Suppose we wish to find the set of global maxima of a given function. Conventionally, we could proceed by differentiating the function, and setting this derivative to zero. This would give the set of local extrema and inflection points, which we could then analyse further to find the maxima etc. The classical (non random) numerical methods which perform this task are often impractical when the function is complicated.

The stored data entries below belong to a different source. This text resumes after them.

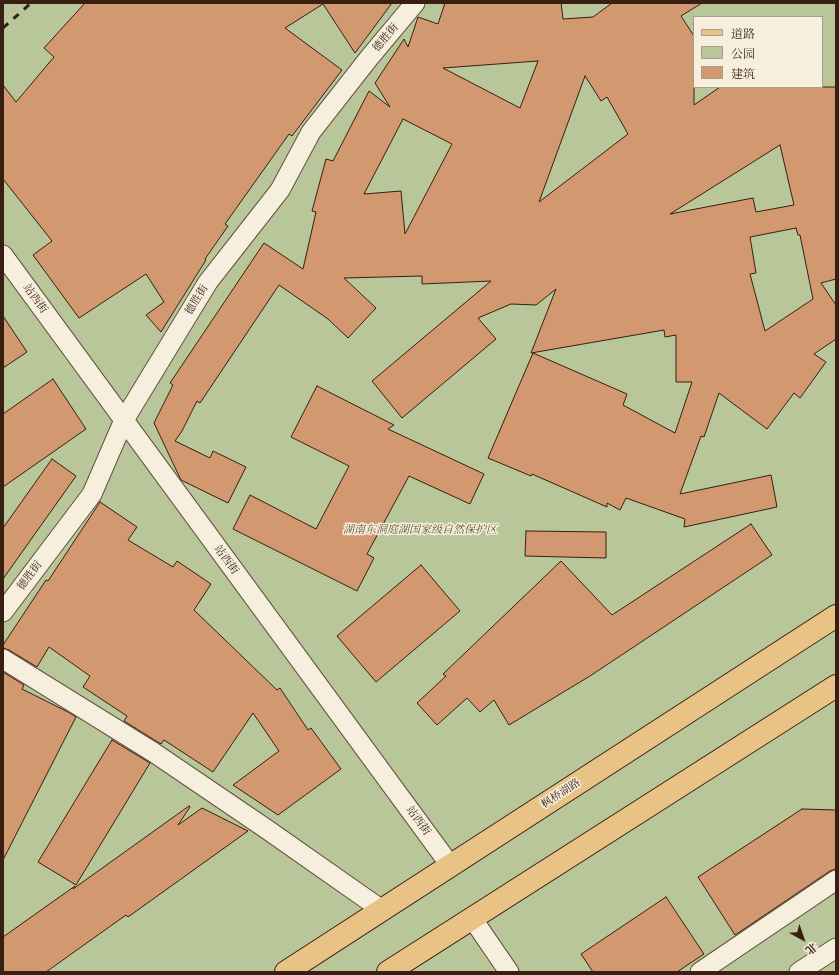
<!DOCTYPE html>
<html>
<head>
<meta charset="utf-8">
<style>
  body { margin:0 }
  #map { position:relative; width:839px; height:975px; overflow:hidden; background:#f2e6ca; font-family:"IM FELL French Canon","Noto Serif SC",serif }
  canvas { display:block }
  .frame { position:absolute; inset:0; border:4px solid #371f11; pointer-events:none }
  .legend { position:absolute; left:693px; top:16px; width:130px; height:72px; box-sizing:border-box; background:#f7efdd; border:1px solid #aa9c8b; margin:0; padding:5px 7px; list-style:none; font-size:12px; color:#371f11 }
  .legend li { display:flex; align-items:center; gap:8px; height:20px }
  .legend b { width:20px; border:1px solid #aa9c8b }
  .north { position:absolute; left:783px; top:919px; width:40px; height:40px; -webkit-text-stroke:3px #f7efdd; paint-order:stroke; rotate:140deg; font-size:11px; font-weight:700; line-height:16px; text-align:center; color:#371f11 }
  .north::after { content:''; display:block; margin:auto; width:14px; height:18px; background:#371f11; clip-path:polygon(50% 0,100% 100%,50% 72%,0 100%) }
</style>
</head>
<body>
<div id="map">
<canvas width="839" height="975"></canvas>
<div class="frame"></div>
<ul class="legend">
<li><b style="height:5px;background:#e9c385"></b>道路</li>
<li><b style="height:11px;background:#b8c699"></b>公园</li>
<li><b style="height:11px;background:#d29970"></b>建筑</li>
</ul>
<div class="north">北</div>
</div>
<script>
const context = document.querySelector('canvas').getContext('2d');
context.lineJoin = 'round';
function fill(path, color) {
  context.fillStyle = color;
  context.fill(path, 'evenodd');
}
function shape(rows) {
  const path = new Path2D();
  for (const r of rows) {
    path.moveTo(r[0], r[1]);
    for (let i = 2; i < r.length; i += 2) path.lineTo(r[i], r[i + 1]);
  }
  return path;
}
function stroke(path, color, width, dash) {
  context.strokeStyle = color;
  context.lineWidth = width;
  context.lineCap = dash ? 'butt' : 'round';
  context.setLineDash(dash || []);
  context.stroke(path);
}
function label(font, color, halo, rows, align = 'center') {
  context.font = font + ' "IM FELL French Canon","Noto Serif SC",serif';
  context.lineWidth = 3;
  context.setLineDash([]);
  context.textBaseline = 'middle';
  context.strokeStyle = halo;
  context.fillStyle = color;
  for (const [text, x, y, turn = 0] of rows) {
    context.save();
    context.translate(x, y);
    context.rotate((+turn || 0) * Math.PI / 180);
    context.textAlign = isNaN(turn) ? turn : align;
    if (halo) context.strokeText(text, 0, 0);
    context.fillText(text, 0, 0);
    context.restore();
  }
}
const green = shape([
  [3,3,836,3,836,972,3,972],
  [694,17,822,17,822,87,694,87]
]);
const building = shape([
  [85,3,392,3,355,53,323,4,285,28,342,70,292,136,289,134,225,224,228,226,205,259,206,260,161,332,146,315,164,302,146,274,79,318,33,255,52,241,3,179,3,85,16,102,54,57,44,48,85,3],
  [445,3,561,3,563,19,593,17,612,3,702,3,681,16,694,36,694,105,720,87,836,87,836,279,821,283,836,305,836,339,814,354,826,362,800,398,794,393,767,429,719,393,704,437,701,436,680,494,771,475,777,507,684,527,685,519,626,498,620,510,607,503,607,507,532,474,531,476,488,458,533,353,627,394,623,405,675,433,692,382,676,382,676,335,665,337,664,330,531,353,556,289,536,305,511,304,478,318,496,339,402,418,372,381,491,281,422,284,422,276,344,278,376,308,348,338,328,319,279,285,200,403,197,401,182,431,175,441,210,458,213,451,246,467,228,503,181,480,180,478,154,423,173,385,170,383,264,243,303,269,316,212,312,211,326,159,333,161,369,91,390,107,375,83,404,39,408,47,418,17,438,24,445,3],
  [538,61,520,108,443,68,538,61],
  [585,76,601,101,607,97,628,134,539,202,585,76],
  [403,119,452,144,405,234,401,191,364,194,403,119],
  [780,145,794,205,756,212,753,198,670,214,780,145],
  [796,228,798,235,800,235,813,299,765,331,750,274,756,273,750,237,796,228],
  [3,316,27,352,3,368,3,316],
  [53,379,86,429,3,487,3,414,53,379],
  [317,386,394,425,388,429,484,474,470,504,409,476,367,554,374,558,357,591,233,529,250,495,316,529,349,466,291,437,317,386],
  [52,459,76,476,3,579,3,528,52,459],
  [100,502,137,527,128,540,173,567,177,561,211,584,194,610,277,690,280,688,308,730,311,728,341,769,278,815,233,785,279,751,253,713,213,772,164,740,161,744,124,721,127,716,83,687,90,676,49,647,37,667,9,650,3,648,3,645,46,580,48,581,100,502],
  [751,524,772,555,590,676,509,725,494,700,480,712,467,698,437,725,417,703,446,676,443,674,561,561,612,615,751,524],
  [526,531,606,532,606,558,525,556,526,531],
  [421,565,460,611,376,682,337,636,421,565],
  [3,672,24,685,22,689,68,712,76,717,3,860,3,672],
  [112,740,150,763,76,885,38,862,112,740],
  [189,806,190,807,178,825,202,808,248,831,128,917,126,915,46,972,3,972,3,937,75,886,73,889,189,806],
  [802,809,836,810,836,869,830,871,735,935,698,877,802,809],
  [666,897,704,954,677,972,593,972,581,954,666,897]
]);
const minor = shape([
  [3,255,450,865],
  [3,612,92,494,124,420,208,282,280,190,311,132,369,58,415,3],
  [3,659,153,752,265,828,382,910],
  [472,918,509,972],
  [700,972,836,880],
  [799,972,836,948]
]);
const primary = shape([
  [286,972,836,616],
  [388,972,836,686]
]);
const rail = shape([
  [3,28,31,3]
]);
const streetNames = [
  ["德胜街",386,38,-50],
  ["站西街",35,299,54],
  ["德胜街",197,300,-59],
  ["站西街",226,560,54],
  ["德胜街",30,576,-53],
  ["枫桥湖路",561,794,-33],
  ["站西街",418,821,54]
];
const parkNames = [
  ["湖南东洞庭湖国家级自然保护区",420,530]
];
fill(green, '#b8c699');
fill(building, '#d29970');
stroke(building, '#371f11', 1);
stroke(minor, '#66513f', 21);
stroke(primary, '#371f11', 24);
stroke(minor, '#f7efdd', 19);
stroke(primary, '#e9c385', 22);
stroke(rail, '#371f11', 3, [7, 7]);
label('11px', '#371f11', '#f7efdd', streetNames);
label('italic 11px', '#5e513a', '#f7efdd', parkNames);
</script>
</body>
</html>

The simulated annealing approach consists in thinking of the function to be maximized as a probability density, and running a Markov chain with this density as equilibrium distribution. However, this will not yet give the maxima. At the same time the chain is run, the density is gradually raised to higher and higher powers (this is called lowering the temperature). In the limit as the temperature goes to zero, the successive densities turn into a collection of point masses located on the set of global maxima of the function. Thus when the temperature is very low, the corresponding Markov chain will spend most of its time near the global maxima.

You can try out some of the standard Metropolis Hastings algorithms from the Metropolis-Hastings applet on simulated annealing. But beware of choosing cooling schedules that are too fast, for then the algorithm can easily get "stuck".

Caveat

When the temperature is very close to zero, numerical errors are likely to become important in this implementation, and the Metropolis Hastings algorithms may loose sight of the target density completely, thinking that it is equal to zero. Errors of this type can be minimized by more careful(!) programming.